The study suggested that this phenomenon played an important role in exacerbating the 2011 Texas drought. Moreover, lead author Brigitte Mueller noted in an email conversation with Climate Central that precipitation in the 2012 U.S. drought was within the range where the drought/heat feedback would be expected to occur, “which implies an even higher likelihood for an above-average [number of hot days] to occur.”

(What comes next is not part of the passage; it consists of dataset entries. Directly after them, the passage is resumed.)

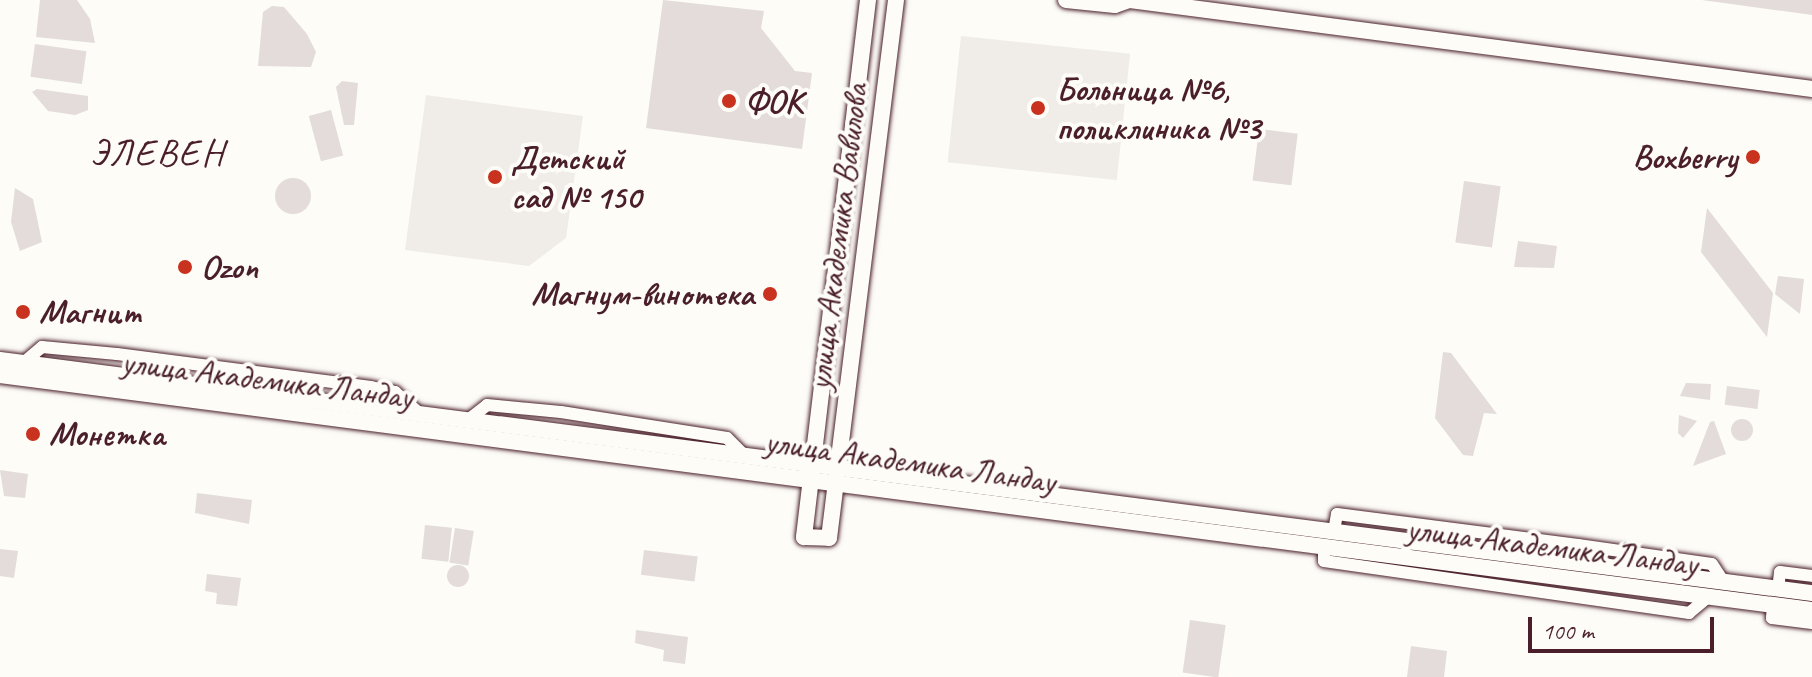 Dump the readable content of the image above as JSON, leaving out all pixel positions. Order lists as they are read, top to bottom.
{
  "streets": {
    "street": ["улица Академика Вавилова", "улица Академика Ландау"]
  },
  "crossings": [
    ["улица Академика Вавилова", "улица Академика Ландау"]
  ],
  "districts": ["ЭЛЕВЕН"],
  "places": [
    "ФОК",
    "Больница №6, поликлиника №3",
    "Boxberry",
    "Детский сад № 150",
    "Ozon",
    "Магнум-винотека",
    "Магнит",
    "Монетка"
  ],
  "scale_bar": "100 m"
} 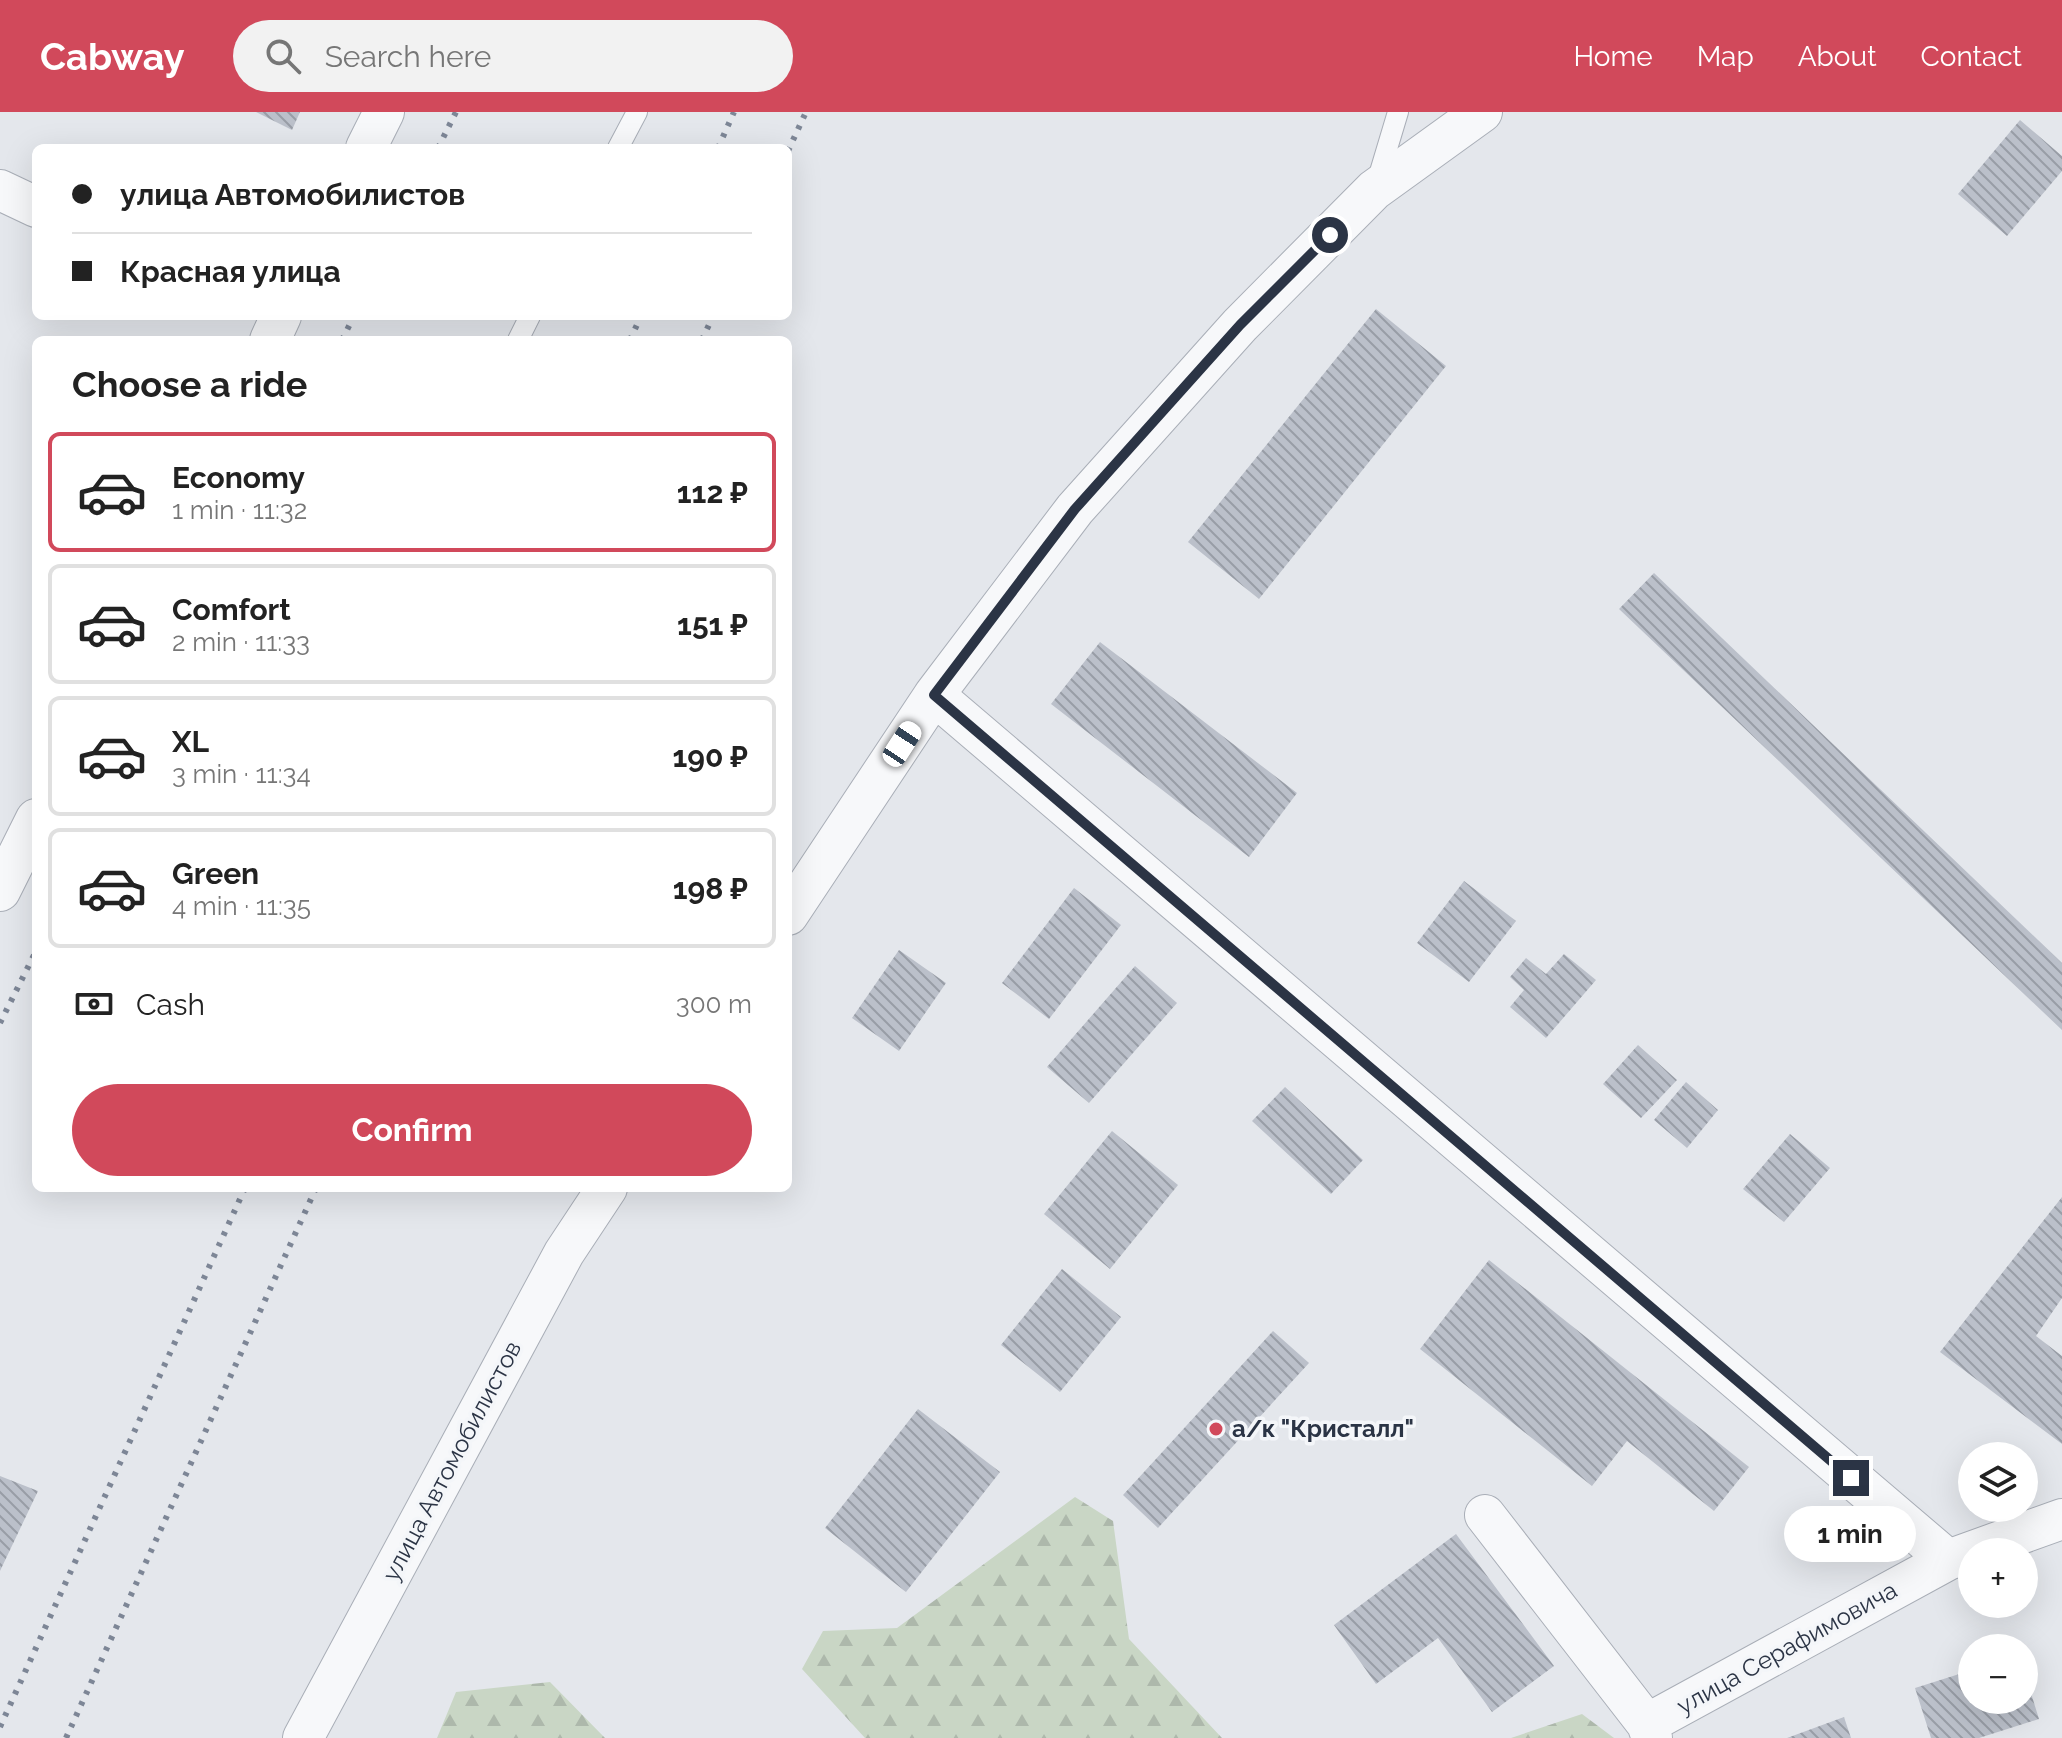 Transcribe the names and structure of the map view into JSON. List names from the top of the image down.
{
  "streets": {
    "street": ["улица Автомобилистов", "улица Серафимовича"]
  },
  "places": ["а/к \"Кристалл\""],
  "page": {
    "header": "Cabway",
    "search": "Search here",
    "nav": [
      "Home",
      "Map",
      "About",
      "Contact"
    ],
    "banner": ["улица Автомобилистов", "Красная улица"],
    "heading": "Choose a ride",
    "list": [
      {
        "name": "Economy",
        "note": "1 min · 11:32",
        "value": "112 ₽"
      },
      {
        "name": "Comfort",
        "note": "2 min · 11:33",
        "value": "151 ₽"
      },
      {
        "name": "XL",
        "note": "3 min · 11:34",
        "value": "190 ₽"
      },
      {
        "name": "Green",
        "note": "4 min · 11:35",
        "value": "198 ₽"
      }
    ],
    "pay": ["Cash", "300 m"],
    "buttons": "Confirm",
    "map_buttons": ["+", "−"],
    "bubble": "1 min"
  }
} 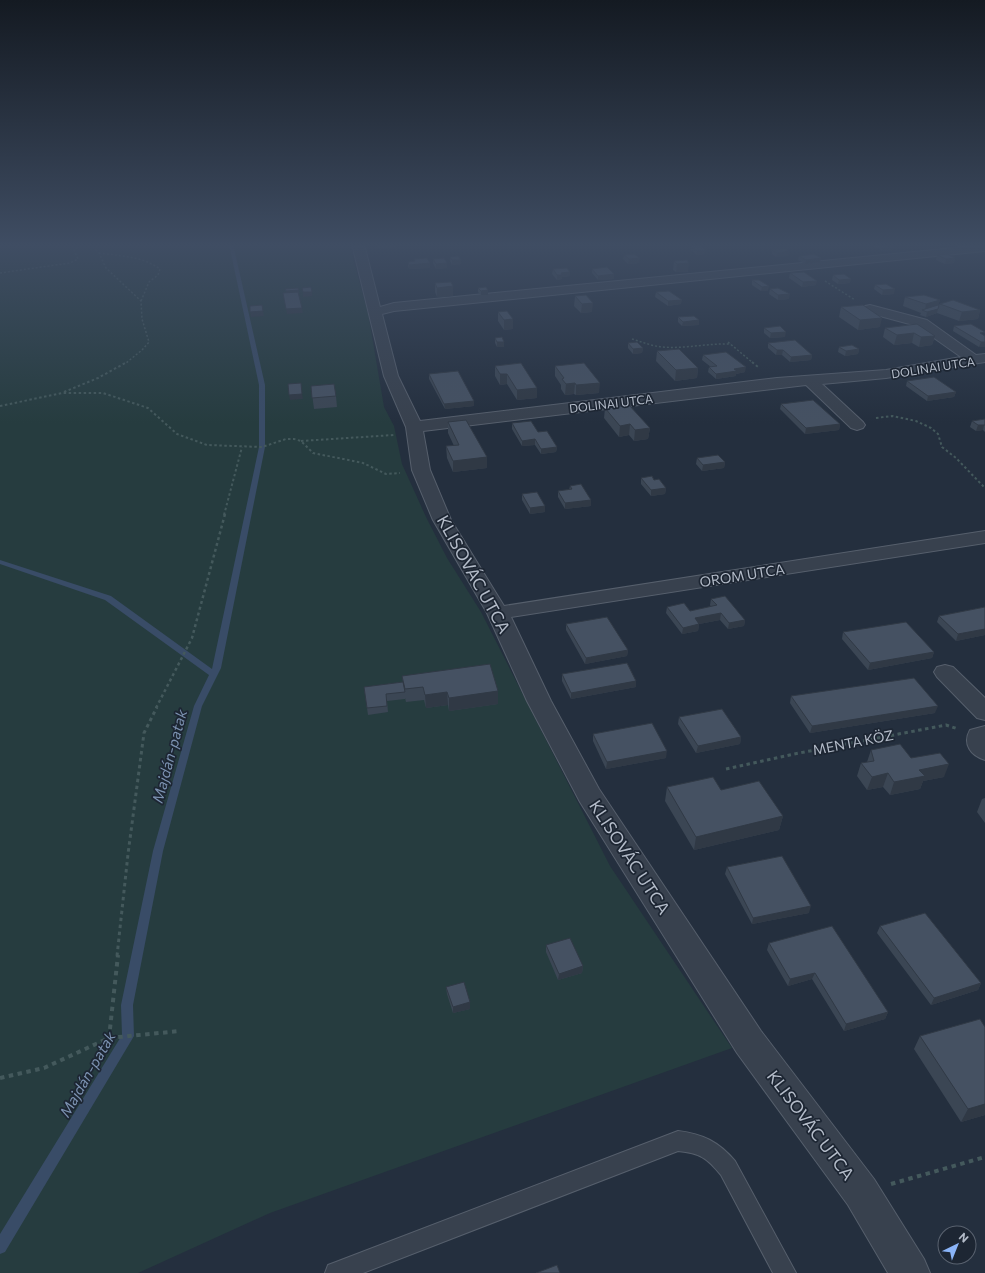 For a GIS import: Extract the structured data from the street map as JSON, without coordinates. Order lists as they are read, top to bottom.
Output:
{
  "streets": {
    "street": ["DOLINAI UTCA", "KLISOVÁC UTCA", "OROM UTCA"],
    "path": ["MENTA KÖZ"]
  },
  "crossings": [
    ["DOLINAI UTCA", "KLISOVÁC UTCA"],
    ["KLISOVÁC UTCA", "OROM UTCA"]
  ],
  "water": ["Majdán-patak"],
  "north": "top right"
} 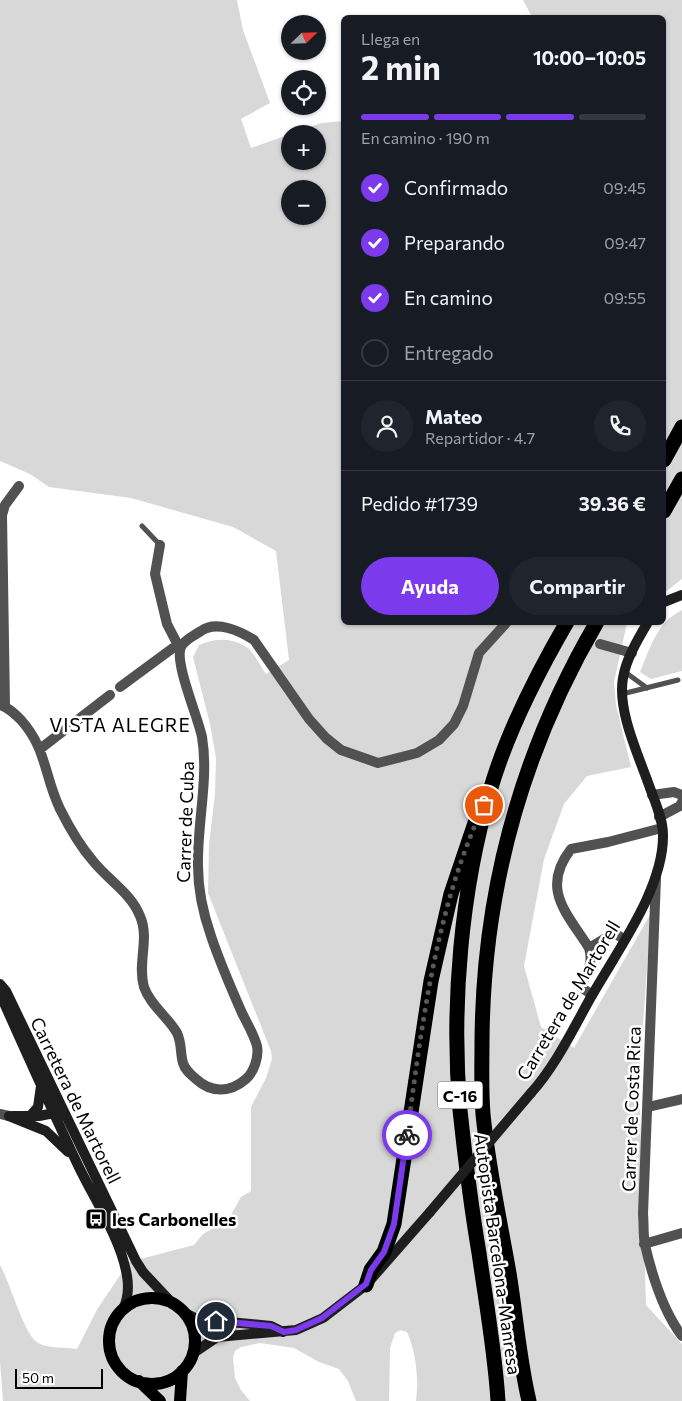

With the planet expected to continue warming due to increasing levels of greenhouse gases in the atmosphere, and with reports from IPCC and National Center for Atmospheric Research predicting increasingly frequent droughts in the decades ahead, the heat/drought feedback loop is still more bad news for a global agricultural sector already tasked with the formidable job of feeding a world population expected to reach nine billion by mid-century.
Research on the effects that heat and drought have on crop yields and food production is beginning to emerge. One recent paper conservatively estimated that U.S. farm production could drop 4 to 13 percent over the next two decades or so. Another study, which considered “worst-case scenarios,” projected that average U.S. crop yields could plummet 63 to 82 percent by the end of the century if global warming is particularly rapid.
Such an outcome would necessitate fundamental changes in how the world is fed, and would obviously make global food security an issue of paramount importance. Even in the present, however, it seems clear that climate change is already an integral part of the food security issue. This summer’s freakish weather, in the United States and elsewhere around the globe, has brought the world closer to another round of food riots and political instability.
Although there are reasons to be optimistic that such a crisis may yet be averted in the short term, it appears that maintaining and improving global food security will remain a major challenge into the foreseeable future.
Sources: Bloomberg, Chatham House, Climate Central, The Financial Times, The Guardian, The Huffington Post, National Oceanic & Atmospheric Association, Proceedings of the National Academy of Sciences, Resources for the Future, Reuters, USDA.
Map Credit: U.S. Drought Monitor, courtesy of Mark Svoboda/National Drought Mitigation Center. Drought stricken corn on a farm in Iowa, which President Barack Obama and Agriculture Secretary Tom Vilsack visited on Monday, courtesy of the USDA. Future drought conditions, courtesy of Aiguo Dai/Wiley Interdisciplinary Reviews.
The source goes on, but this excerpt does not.